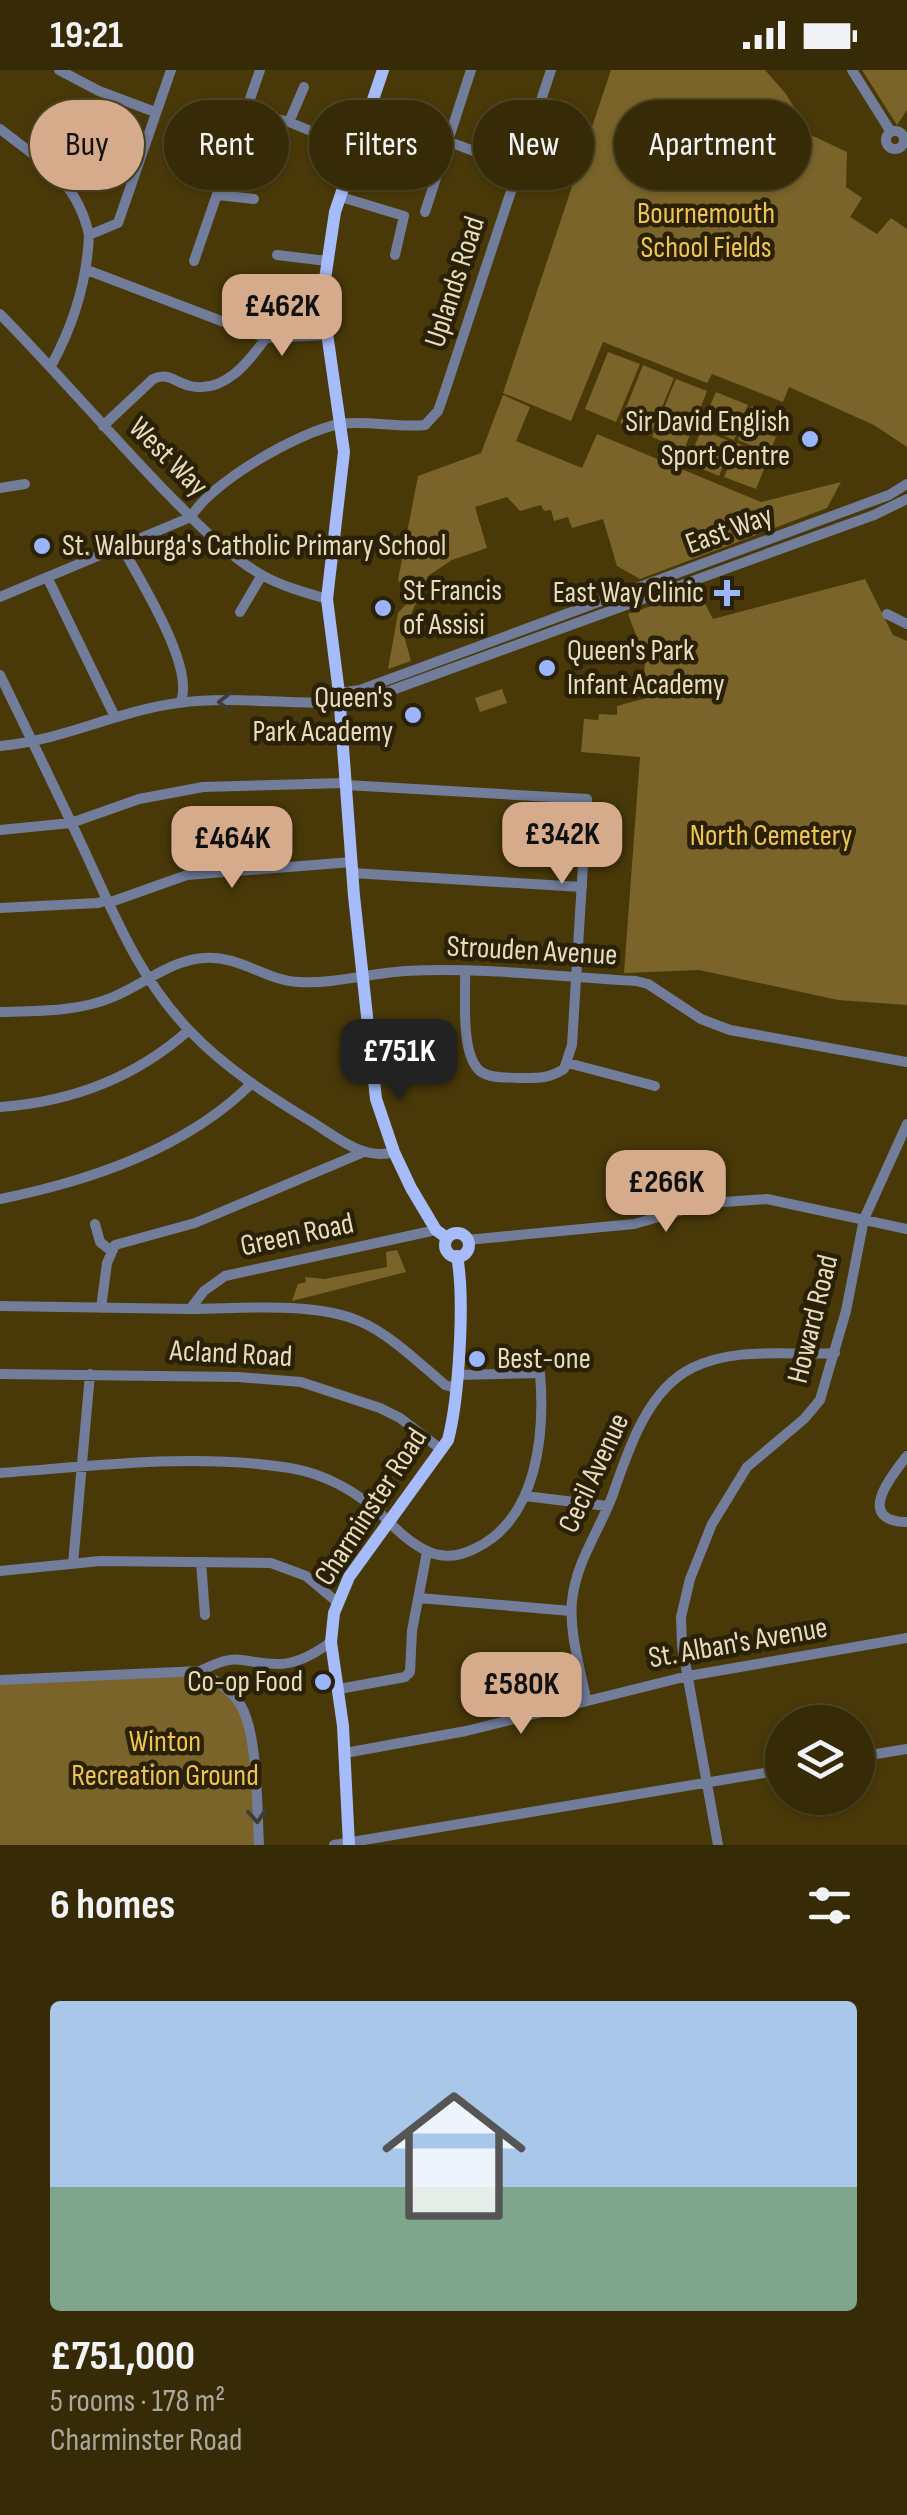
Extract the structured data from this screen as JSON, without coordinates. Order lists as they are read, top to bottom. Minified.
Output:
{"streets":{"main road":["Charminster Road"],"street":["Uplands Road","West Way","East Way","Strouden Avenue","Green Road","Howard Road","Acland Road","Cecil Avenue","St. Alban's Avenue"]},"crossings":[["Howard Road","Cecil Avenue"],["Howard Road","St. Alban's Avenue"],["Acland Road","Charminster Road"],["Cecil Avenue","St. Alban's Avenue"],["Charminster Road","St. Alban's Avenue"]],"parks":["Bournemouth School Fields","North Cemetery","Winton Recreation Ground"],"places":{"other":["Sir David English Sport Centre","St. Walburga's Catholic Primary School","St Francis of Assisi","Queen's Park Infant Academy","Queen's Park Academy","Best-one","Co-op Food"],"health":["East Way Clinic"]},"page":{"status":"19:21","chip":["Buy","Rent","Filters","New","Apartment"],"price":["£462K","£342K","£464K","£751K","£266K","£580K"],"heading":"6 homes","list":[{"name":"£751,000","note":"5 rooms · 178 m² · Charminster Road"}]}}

→ EXERCISE AIM:
In your transcription of the listing above, match each line exactly and include no pictures.

→ EXPECTED ANSWER:
Extract the structured data from this screen as JSON, without coordinates. Order lists as they are read, top to bottom. Minified.
Output:
{"streets":{"main road":["Charminster Road"],"street":["Uplands Road","West Way","East Way","Strouden Avenue","Green Road","Howard Road","Acland Road","Cecil Avenue","St. Alban's Avenue"]},"crossings":[["Howard Road","Cecil Avenue"],["Howard Road","St. Alban's Avenue"],["Acland Road","Charminster Road"],["Cecil Avenue","St. Alban's Avenue"],["Charminster Road","St. Alban's Avenue"]],"parks":["Bournemouth School Fields","North Cemetery","Winton Recreation Ground"],"places":{"other":["Sir David English Sport Centre","St. Walburga's Catholic Primary School","St Francis of Assisi","Queen's Park Infant Academy","Queen's Park Academy","Best-one","Co-op Food"],"health":["East Way Clinic"]},"page":{"status":"19:21","chip":["Buy","Rent","Filters","New","Apartment"],"price":["£462K","£342K","£464K","£751K","£266K","£580K"],"heading":"6 homes","list":[{"name":"£751,000","note":"5 rooms · 178 m² · Charminster Road"}]}}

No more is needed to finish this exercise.